• [Task inputs]:
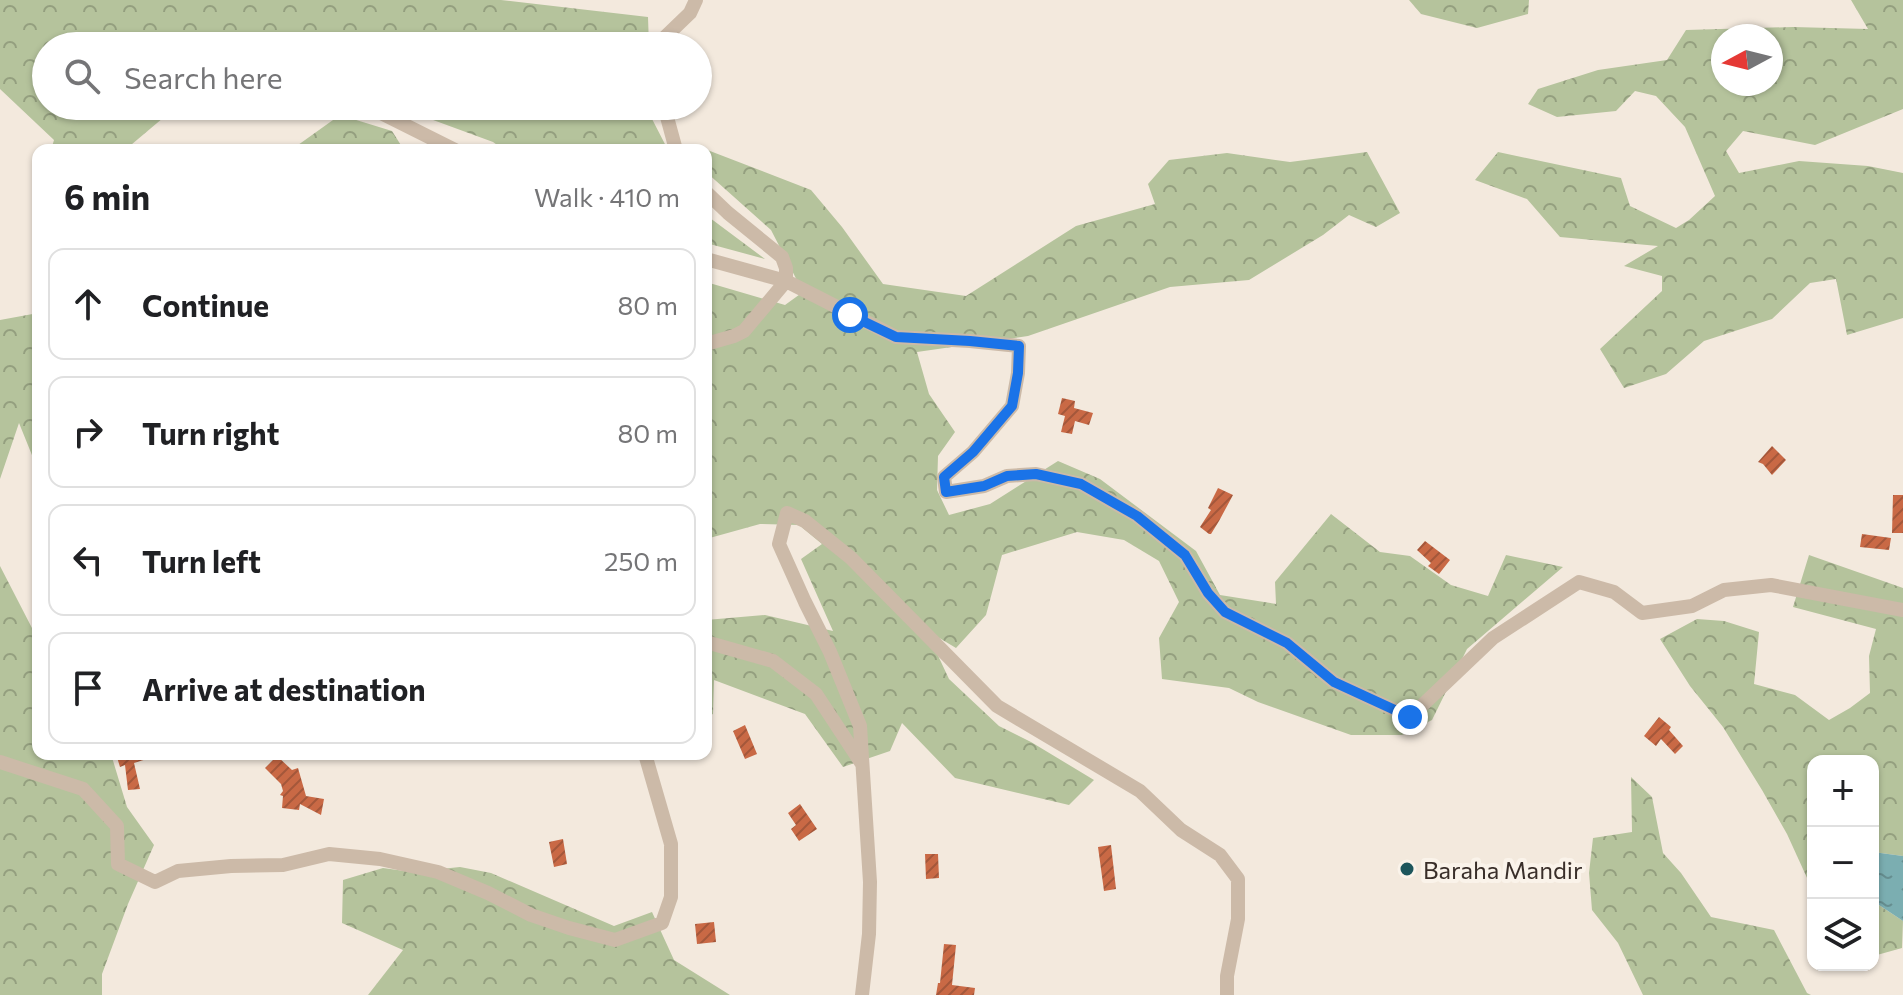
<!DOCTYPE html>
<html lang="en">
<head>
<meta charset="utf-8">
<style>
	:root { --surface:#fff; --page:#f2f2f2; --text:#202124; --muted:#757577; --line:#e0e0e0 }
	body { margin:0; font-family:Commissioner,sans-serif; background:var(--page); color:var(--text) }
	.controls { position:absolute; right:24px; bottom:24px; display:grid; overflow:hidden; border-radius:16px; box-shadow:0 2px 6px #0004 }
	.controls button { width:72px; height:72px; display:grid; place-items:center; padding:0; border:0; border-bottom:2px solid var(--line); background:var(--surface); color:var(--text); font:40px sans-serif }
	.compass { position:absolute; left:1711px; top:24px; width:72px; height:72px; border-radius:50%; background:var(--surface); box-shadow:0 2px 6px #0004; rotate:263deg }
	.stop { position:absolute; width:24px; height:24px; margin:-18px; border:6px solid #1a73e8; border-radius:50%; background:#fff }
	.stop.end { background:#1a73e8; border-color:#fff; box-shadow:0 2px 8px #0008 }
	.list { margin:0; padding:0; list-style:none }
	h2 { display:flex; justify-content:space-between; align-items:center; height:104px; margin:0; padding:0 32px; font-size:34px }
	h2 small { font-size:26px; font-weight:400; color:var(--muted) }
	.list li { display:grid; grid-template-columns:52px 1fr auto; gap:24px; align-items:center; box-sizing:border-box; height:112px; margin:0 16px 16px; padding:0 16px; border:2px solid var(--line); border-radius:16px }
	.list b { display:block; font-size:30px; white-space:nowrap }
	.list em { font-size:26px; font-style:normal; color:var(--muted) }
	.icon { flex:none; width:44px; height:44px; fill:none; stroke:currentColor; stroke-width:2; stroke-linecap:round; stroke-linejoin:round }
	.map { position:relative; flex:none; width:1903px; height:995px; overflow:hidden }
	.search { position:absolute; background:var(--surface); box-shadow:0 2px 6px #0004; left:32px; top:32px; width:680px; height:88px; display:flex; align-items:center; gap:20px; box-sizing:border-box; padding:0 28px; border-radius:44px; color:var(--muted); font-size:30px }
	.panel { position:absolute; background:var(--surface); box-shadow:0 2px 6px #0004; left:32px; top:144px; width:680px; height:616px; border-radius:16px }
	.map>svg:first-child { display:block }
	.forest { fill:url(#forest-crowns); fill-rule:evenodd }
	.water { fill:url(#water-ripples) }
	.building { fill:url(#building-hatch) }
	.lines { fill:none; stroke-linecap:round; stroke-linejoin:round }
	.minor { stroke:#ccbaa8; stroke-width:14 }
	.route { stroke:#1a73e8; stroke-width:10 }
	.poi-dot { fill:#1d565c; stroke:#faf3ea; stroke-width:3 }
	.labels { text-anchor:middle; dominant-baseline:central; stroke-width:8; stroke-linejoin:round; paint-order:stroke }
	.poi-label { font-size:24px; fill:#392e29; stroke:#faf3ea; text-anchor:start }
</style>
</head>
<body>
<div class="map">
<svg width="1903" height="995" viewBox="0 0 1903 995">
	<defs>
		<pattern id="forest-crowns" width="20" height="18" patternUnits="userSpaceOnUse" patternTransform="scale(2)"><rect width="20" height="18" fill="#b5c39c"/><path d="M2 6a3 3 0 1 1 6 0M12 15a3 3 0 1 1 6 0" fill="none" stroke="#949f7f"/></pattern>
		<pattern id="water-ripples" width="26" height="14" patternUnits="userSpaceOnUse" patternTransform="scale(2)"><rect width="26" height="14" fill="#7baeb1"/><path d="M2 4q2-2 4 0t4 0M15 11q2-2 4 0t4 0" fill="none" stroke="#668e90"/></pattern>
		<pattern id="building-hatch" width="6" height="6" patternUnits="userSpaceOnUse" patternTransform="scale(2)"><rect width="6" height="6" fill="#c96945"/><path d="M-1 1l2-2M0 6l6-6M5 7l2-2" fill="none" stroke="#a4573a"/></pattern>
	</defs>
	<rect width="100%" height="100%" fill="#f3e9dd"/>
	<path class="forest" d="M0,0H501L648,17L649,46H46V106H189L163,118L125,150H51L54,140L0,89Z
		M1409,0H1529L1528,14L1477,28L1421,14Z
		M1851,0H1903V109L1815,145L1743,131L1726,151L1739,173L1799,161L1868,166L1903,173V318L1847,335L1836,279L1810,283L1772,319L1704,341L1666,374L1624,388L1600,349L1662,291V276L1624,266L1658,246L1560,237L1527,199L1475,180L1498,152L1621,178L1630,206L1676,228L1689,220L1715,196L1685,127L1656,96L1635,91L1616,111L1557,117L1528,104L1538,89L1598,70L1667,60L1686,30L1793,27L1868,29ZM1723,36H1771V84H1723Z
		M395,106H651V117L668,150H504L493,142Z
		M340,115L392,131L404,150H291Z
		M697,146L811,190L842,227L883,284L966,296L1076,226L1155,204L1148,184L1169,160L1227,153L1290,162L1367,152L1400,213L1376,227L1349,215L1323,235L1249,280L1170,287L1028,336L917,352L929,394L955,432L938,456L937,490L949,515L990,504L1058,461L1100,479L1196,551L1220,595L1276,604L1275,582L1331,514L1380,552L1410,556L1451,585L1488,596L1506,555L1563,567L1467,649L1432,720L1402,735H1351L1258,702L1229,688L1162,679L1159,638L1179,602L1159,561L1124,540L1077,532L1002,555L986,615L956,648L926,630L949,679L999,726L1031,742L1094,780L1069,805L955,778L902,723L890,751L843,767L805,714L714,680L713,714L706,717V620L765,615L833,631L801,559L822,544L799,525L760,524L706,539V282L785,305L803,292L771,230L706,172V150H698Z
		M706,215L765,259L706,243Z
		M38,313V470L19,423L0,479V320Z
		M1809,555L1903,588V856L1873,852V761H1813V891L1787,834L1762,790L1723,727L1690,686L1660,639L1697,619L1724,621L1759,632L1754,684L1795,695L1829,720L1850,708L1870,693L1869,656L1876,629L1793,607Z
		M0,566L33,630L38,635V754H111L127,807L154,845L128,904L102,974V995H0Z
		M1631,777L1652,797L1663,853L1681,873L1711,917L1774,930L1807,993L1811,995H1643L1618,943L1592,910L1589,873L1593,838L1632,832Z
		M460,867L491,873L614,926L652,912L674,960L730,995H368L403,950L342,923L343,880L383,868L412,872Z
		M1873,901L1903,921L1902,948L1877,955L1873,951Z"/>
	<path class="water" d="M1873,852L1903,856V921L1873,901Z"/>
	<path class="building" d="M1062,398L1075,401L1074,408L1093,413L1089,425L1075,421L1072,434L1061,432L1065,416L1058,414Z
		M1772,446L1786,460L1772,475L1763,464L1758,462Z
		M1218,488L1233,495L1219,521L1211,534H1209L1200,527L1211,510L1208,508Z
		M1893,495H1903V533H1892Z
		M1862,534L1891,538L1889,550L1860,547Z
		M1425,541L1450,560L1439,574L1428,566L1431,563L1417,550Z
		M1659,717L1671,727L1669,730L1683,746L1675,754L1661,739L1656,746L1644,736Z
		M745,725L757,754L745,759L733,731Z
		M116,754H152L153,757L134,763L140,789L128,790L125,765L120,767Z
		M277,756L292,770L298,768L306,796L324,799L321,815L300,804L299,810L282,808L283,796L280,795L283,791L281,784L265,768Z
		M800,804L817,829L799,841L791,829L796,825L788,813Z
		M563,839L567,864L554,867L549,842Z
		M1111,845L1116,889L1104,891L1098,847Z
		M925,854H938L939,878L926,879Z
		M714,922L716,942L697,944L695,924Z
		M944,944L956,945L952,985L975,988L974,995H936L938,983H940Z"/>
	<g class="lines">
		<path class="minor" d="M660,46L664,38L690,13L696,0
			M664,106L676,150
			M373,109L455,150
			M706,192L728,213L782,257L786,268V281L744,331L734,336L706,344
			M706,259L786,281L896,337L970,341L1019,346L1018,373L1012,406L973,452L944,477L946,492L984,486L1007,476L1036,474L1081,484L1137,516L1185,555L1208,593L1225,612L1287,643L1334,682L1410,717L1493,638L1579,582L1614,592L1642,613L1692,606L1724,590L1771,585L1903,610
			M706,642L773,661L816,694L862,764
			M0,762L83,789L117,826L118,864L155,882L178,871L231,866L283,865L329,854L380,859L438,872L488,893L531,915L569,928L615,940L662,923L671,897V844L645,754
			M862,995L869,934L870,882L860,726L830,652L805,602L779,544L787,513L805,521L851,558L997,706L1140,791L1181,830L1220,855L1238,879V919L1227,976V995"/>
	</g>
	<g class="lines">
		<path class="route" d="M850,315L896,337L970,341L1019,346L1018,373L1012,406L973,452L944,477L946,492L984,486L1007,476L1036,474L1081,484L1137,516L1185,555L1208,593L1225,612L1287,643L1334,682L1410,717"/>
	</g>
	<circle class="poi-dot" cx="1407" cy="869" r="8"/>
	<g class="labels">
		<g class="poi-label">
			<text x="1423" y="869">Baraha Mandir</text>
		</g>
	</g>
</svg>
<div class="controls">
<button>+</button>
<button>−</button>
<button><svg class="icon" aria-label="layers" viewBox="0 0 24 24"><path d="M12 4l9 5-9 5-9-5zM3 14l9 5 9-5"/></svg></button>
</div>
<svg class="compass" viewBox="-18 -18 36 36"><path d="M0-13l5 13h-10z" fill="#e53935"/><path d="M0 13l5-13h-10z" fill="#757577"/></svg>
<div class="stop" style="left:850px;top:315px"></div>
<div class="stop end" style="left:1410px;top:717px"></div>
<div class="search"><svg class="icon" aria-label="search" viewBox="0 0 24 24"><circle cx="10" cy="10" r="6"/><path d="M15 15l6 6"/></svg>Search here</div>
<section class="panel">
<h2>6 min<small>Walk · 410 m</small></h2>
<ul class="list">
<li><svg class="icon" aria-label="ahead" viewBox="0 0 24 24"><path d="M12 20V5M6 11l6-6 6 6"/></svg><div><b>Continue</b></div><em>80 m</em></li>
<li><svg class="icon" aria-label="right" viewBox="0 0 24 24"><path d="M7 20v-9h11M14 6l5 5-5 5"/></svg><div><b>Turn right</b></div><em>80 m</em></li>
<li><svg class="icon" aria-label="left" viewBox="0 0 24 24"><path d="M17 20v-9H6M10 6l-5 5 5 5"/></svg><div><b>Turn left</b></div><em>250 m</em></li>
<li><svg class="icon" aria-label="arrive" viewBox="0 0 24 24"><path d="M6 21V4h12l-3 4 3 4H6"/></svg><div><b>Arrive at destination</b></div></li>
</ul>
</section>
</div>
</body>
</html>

• [Required work]:
Bring together every line in the entries that holds the string "body".

• [Answer for the task]:
	body { margin:0; font-family:Commissioner,sans-serif; background:var(--page); color:var(--text) }
<body>
</body>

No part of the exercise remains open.